* **Collected data**
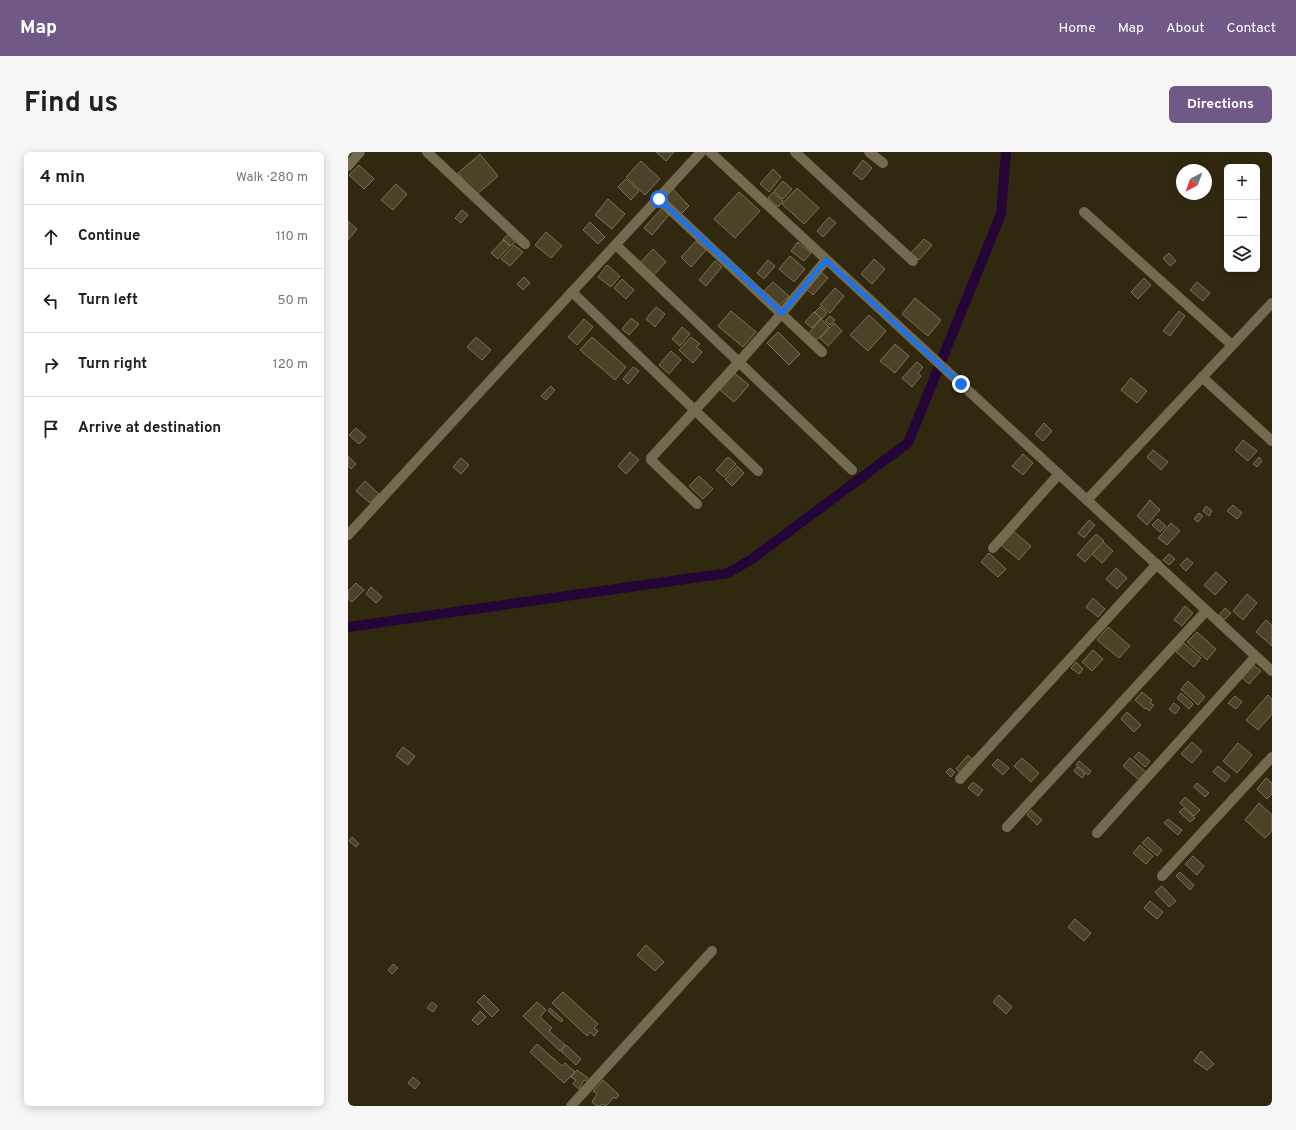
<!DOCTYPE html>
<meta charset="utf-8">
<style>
:root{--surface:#fff;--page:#f6f6f6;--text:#202124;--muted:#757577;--line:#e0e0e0;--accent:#705986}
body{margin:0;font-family:Overpass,sans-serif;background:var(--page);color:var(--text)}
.controls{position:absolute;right:12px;top:12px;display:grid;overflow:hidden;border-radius:6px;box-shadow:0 2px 10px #0003}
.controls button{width:36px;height:36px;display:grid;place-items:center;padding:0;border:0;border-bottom:1px solid var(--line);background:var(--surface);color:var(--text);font:20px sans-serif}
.compass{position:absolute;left:828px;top:12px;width:36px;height:36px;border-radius:50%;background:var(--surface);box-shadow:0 2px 10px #0003;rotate:221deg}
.stop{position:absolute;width:12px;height:12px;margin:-9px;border:3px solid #1a73e8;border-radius:50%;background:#fff}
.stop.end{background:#1a73e8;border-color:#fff;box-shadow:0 1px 4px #0008}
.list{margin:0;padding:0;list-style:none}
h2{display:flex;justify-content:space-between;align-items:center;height:52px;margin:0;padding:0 16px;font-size:17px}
h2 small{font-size:13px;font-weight:400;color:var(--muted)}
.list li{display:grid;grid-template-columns:26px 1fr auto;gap:12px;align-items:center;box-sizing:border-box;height:64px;padding:0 16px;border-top:1px solid var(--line)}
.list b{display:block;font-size:15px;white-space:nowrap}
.list em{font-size:13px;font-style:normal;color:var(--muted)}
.icon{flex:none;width:22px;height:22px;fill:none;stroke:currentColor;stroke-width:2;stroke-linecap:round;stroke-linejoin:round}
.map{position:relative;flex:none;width:924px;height:954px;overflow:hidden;border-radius:6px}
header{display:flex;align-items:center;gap:24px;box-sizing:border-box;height:56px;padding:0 20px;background:var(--accent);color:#fff}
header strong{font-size:19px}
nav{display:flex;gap:22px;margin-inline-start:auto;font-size:14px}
.intro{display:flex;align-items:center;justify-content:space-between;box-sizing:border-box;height:96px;padding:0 24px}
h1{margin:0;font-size:28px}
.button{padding:10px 18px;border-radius:6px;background:var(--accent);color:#fff;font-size:14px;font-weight:700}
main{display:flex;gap:24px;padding:0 24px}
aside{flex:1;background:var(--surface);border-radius:6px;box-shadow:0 2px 10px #0003}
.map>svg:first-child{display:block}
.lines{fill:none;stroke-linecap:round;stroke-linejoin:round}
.canal{stroke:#240537;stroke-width:10}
.building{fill:#4b4228;stroke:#7a7156}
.minor{stroke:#736a50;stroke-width:10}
.route{stroke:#1a73e8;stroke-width:5}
</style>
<header>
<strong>Map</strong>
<nav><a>Home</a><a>Map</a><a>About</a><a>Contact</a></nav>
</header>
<div class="intro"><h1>Find us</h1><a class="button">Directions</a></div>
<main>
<aside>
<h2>4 min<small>Walk · 280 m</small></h2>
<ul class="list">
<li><svg class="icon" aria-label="ahead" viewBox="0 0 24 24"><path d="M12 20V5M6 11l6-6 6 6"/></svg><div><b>Continue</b></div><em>110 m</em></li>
<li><svg class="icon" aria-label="left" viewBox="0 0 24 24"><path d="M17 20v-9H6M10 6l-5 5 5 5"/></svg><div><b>Turn left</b></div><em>50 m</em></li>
<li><svg class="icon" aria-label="right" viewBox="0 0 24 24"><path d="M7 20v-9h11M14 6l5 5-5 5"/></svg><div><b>Turn right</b></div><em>120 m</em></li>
<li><svg class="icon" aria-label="arrive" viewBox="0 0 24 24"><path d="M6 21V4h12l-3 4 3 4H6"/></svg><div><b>Arrive at destination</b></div></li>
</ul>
</aside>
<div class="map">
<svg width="924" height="954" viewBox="0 0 924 954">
<rect width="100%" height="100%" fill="#31290f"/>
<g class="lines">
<polyline class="canal" points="0,475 380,421 404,407 560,291 653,62 658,0"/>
</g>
<g class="building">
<polygon points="308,0 326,0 318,9"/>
<polygon points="132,2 150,24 128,43 110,21"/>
<polygon points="515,8 524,16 514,28 505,21"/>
<polygon points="293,9 312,27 297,43 278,25"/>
<polygon points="11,13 26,27 16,37 1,23"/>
<polygon points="425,17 433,25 421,40 412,32"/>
<polygon points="278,27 291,39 283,48 270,35"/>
<polygon points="435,29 444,37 435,47 426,39"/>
<polygon points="48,32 59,42 45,58 33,48"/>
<polygon points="324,36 341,54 332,63 315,44"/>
<polygon points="449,36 471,56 456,72 434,52"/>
<polygon points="391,40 412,59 387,86 366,67"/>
<polygon points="425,40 435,49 430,55 420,46"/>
<polygon points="260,47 277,62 264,77 247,63"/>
<polygon points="314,56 321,63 304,83 296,76"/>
<polygon points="114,58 120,63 113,71 107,66"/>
<polygon points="481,65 488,71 475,85 469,79"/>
<polygon points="0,69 9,77 0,88"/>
<polygon points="242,70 257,85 250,92 235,78"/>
<polygon points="198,80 214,94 203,106 187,93"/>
<polygon points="161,82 168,89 163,94 155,87"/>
<polygon points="576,87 584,93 571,108 563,101"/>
<polygon points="155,88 162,94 150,107 143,101"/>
<polygon points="348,89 358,98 343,115 333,105"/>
<polygon points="450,90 463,101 456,109 443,99"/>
<polygon points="166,93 175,100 162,114 153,107"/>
<polygon points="305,97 318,110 306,123 292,111"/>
<polygon points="821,101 828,109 822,114 815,106"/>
<polygon points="442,104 457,117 446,130 431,117"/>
<polygon points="526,107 537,117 524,132 513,122"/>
<polygon points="420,108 427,114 416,127 409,121"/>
<polygon points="367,109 374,115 358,134 351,128"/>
<polygon points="259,113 272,124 263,135 250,125"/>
<polygon points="471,118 480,126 465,143 456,135"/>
<polygon points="176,125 182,131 175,138 169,132"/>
<polygon points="796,126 803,133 790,147 783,140"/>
<polygon points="274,127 286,138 278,147 266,136"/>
<polygon points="425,130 441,144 432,153 416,139"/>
<polygon points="849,130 862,141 855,149 842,138"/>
<polygon points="487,136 496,144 482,161 472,153"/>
<polygon points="567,146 593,168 580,184 554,162"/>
<polygon points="308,155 317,162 307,175 298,167"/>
<polygon points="472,155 479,161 474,167 467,160"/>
<polygon points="383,159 408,180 395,195 370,174"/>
<polygon points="831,159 837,164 822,184 815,179"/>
<polygon points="466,160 473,166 464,176 457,170"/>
<polygon points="521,163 538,179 520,199 502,183"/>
<polygon points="482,164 487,168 482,173 477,169"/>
<polygon points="283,166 291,172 281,183 274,177"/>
<polygon points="236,167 245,175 229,193 220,185"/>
<polygon points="473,167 481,175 468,189 460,182"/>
<polygon points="486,171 494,179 480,194 472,186"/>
<polygon points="334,175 342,182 332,194 324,187"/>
<polygon points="430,180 452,202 441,213 419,191"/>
<polygon points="128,185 143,198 134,208 119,195"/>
<polygon points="244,185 278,215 267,228 232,198"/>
<polygon points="343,185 352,192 348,195 354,200 345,211 331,198"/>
<polygon points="547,192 561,204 547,221 532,209"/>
<polygon points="323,199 333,208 321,222 311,213"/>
<polygon points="569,210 575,215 570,221 573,224 564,235 554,226"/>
<polygon points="285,215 291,219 280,232 275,227"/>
<polygon points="385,220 401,233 386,250 371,237"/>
<polygon points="783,226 799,239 789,251 773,238"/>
<polygon points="203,234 207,238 198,248 193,244"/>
<polygon points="696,271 704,279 695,289 687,282"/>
<polygon points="8,276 18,285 11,292 1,283"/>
<polygon points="895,288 909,299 900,309 887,298"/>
<polygon points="805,298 820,310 813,318 799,305"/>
<polygon points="282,300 291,308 278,322 270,314"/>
<polygon points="675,302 685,311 675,323 664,314"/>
<polygon points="0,304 8,312 3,317 0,314"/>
<polygon points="380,305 388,312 376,325 368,318"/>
<polygon points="911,305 914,309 909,315 905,312"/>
<polygon points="113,306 121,313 113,322 105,315"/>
<polygon points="389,314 396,321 384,334 377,327"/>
<polygon points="351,324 365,337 355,347 341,334"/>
<polygon points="17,329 31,342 22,351 8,339"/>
<polygon points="802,348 812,358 799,373 789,364"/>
<polygon points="885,353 894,361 889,367 879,359"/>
<polygon points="858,354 864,359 861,364 855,359"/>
<polygon points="851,361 855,364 850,370 846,367"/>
<polygon points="810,367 818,374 812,380 804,373"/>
<polygon points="741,368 747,373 736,386 730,381"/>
<polygon points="823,371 832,379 819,393 810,386"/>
<polygon points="665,379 683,394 671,408 653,393"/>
<polygon points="748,382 756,389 737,410 729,403"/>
<polygon points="755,390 765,399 754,411 744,402"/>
<polygon points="641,401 658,417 650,425 633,410"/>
<polygon points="821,402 827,407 821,413 815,408"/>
<polygon points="839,406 845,411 838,419 832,413"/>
<polygon points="768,416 779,426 769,437 758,427"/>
<polygon points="868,420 879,430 867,443 856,433"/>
<polygon points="8,431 16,438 4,450 0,447 0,439"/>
<polygon points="23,435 34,445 28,451 18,442"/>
<polygon points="899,442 909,451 895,468 885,459"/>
<polygon points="745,446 757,457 750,465 738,455"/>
<polygon points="837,454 845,461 834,474 826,468"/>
<polygon points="877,456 883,461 876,468 871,463"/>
<polygon points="918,468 924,473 924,494 908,480"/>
<polygon points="760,475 782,494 771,506 749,488"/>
<polygon points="849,480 868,497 859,508 839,490"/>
<polygon points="836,491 853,506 846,515 828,500"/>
<polygon points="745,498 755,507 744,519 734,510"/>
<polygon points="728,510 735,517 731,522 723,516"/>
<polygon points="904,512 913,519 901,532 893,525"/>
<polygon points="840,529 857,545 850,553 833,537"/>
<polygon points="794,540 804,548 802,551 806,553 801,559 798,556 797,557 787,548"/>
<polygon points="833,541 845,552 841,557 829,546"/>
<polygon points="920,543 924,547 924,562 910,578 898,568"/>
<polygon points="887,544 894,550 888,557 880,551"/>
<polygon points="826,551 832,556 827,562 821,557"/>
<polygon points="779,560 793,573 786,580 773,567"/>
<polygon points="844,590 854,599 844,611 833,602"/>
<polygon points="890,591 904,603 889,621 875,609"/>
<polygon points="55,595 67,604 60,613 48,604"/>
<polygon points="791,600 802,609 797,615 786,605"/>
<polygon points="620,603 624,607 612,620 608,617"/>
<polygon points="674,606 691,621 683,630 666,614"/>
<polygon points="782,606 798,620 791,628 775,614"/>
<polygon points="650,607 661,616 655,623 644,613"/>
<polygon points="731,609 743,619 740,623 728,613"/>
<polygon points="870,614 882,624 877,630 865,620"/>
<polygon points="729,615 737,622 734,626 726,619"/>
<polygon points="602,616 607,620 603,625 598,620"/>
<polygon points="918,626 924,631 924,642 919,647 909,637"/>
<polygon points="625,630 635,638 630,644 620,636"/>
<polygon points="849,631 861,641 857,645 846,635"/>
<polygon points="837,645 852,658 846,664 832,651"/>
<polygon points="911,651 924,663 924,679 917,686 897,668"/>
<polygon points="836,656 847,666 842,670 831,660"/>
<polygon points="683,658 694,668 689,673 679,663"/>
<polygon points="820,667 834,678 830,683 816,671"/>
<polygon points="4,685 11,692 8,695 1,689"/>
<polygon points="800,685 814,698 809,704 794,691"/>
<polygon points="792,693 805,704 798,712 785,701"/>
<polygon points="845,704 856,714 849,723 837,712"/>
<polygon points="832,720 846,733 842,738 828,724"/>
<polygon points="814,734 828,749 821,755 807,740"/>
<polygon points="802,749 815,760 809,767 796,756"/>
<polygon points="727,767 743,781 736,789 720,775"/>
<polygon points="298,793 316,810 307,819 289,803"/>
<polygon points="45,812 50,816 44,822 40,818"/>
<polygon points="215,840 250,872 246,876 250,879 246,884 242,880 239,884 204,851"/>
<polygon points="136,843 151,858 144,865 129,850"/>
<polygon points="651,843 664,855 658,862 645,850"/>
<polygon points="84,850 89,854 85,860 79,856"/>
<polygon points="189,850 198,858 192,865 204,876 201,879 217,893 212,899 175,864"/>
<polygon points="202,856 215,868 213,870 200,859"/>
<polygon points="132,859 138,865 130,873 124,868"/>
<polygon points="189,892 214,914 217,911 227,920 216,931 182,900"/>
<polygon points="218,893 233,907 228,913 213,899"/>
<polygon points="853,899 866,912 859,918 846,909"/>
<polygon points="229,918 240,926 238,929 236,928 231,937 225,932 228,928 223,925"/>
<polygon points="65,925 72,931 67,937 60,931"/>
<polygon points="255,928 271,943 268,947 266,945 258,954 254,952 252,954 249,954 244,950 249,942 245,939"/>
</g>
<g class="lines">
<g class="minor">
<polyline points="79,0 177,92"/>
<polyline points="362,0 924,519"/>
<polyline points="447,0 565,109"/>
<polyline points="521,0 535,11"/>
<polyline points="0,14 12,0"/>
<polyline points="311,47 474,200"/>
<polyline points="736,60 884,193"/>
<polyline points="268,93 504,318"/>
<polyline points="224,140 410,319"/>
<polyline points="854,225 924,289"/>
<polyline points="739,348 924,151"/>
<polyline points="349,352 303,308 303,306 391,210 434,161 478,108"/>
<polyline points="0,383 353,0"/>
<polyline points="645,396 711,322"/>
<polyline points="612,627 809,412"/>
<polyline points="659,675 858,459"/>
<polyline points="749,681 907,505"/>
<polyline points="814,724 924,605"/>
<polyline points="223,954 364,799"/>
</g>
</g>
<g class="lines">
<polyline class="route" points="311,47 434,161 478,108 613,232"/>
</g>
</svg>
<div class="controls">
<button>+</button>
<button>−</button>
<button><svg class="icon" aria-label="layers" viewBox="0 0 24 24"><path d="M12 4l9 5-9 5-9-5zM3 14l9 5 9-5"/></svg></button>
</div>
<svg class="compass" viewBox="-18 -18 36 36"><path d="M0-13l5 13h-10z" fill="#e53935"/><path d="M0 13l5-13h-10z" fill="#757577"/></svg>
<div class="stop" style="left:311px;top:47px"></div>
<div class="stop end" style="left:613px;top:232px"></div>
</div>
</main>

* **Instructions to follow**
Please report the number of lines in the data that include the word "linejoin", and add no other text.

* **Task answer**
2